The office

Refitting buildings

Refitting buildings so that they are no longer reliant on fossil fuels, in this case gas, sounds good for the environment, but there is one major drawback. The extra demand placed on the electricity grid can overburden the system.

In refitting a listed office building, Johan Koekkoek solved this problem with a fully integrated system that combines heat pump techniques, batteries, fan coils and heat recovery units that can heat and cool different parts of the building at the same time.

What is the plan?

To do this he is employing a special heat pump technique that works with both the air and the ground (heat pumps normally work with either one or the other, but not both). Some of the energy is drawn from the ground through foundation piles fitted with heat exchangers. The rest is drawn from the air using the dry-cooler principle.

Normally you cannot cool a building all the time using a ground-source heat pump because when the ground heats up it cannot provide cooling. But here the heat pump can always provide cooling, which is vital because offices in some cases require more cooling than heating.

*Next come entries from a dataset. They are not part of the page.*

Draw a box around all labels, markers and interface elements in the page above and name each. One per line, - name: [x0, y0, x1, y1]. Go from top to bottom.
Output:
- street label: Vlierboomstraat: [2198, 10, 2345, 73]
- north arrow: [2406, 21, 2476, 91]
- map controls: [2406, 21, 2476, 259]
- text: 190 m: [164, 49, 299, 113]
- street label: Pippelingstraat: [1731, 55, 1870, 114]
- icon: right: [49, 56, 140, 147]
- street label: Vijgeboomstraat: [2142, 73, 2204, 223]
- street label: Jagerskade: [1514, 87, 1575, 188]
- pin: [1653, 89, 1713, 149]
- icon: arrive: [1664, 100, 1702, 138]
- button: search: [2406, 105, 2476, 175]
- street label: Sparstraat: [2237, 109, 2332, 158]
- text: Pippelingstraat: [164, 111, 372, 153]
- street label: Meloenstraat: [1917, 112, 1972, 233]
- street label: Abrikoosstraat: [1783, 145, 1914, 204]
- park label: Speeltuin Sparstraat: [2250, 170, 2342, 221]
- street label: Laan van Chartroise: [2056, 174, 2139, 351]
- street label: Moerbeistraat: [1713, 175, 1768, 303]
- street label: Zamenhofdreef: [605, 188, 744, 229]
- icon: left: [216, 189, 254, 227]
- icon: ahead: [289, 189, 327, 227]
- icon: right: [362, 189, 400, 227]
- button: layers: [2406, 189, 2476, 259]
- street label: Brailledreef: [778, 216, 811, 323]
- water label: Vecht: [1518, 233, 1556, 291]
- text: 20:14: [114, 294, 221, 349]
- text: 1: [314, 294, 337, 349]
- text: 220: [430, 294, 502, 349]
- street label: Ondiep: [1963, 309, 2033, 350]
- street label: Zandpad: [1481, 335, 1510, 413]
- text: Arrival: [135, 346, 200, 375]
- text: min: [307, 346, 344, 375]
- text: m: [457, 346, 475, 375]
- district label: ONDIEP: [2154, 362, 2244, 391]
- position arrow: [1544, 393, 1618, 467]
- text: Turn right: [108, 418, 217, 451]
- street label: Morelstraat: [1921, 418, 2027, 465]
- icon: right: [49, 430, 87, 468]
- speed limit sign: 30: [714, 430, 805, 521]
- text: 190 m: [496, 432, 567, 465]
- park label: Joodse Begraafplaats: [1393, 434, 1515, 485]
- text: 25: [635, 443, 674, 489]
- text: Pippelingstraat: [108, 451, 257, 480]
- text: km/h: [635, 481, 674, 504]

A complicating factor here was the north-south orientation of the building. South-facing spaces generally need cooling while the north-facing spaces almost always require heating. Because the heat pump can exchange energy, it can cool and heat different parts of the building at the same time.

What can we expect?

As a result, the connection capacity of the electricity drops. That is vital in urban areas, where we see the increasing problem of providing electricity without congesting the network. The technique applied here makes that less of an issue.

That is because 16 batteries installed in the basement communicate constantly with the heat pump. The system software analyses the behaviour of the building for a period of two weeks with the help of AI. It examines energy demand and the price of energy determined by the dynamic energy contract, where prices are set a day in advance. On that basis, the software determines when it is financially and for grid load advantageous to charge the batteries.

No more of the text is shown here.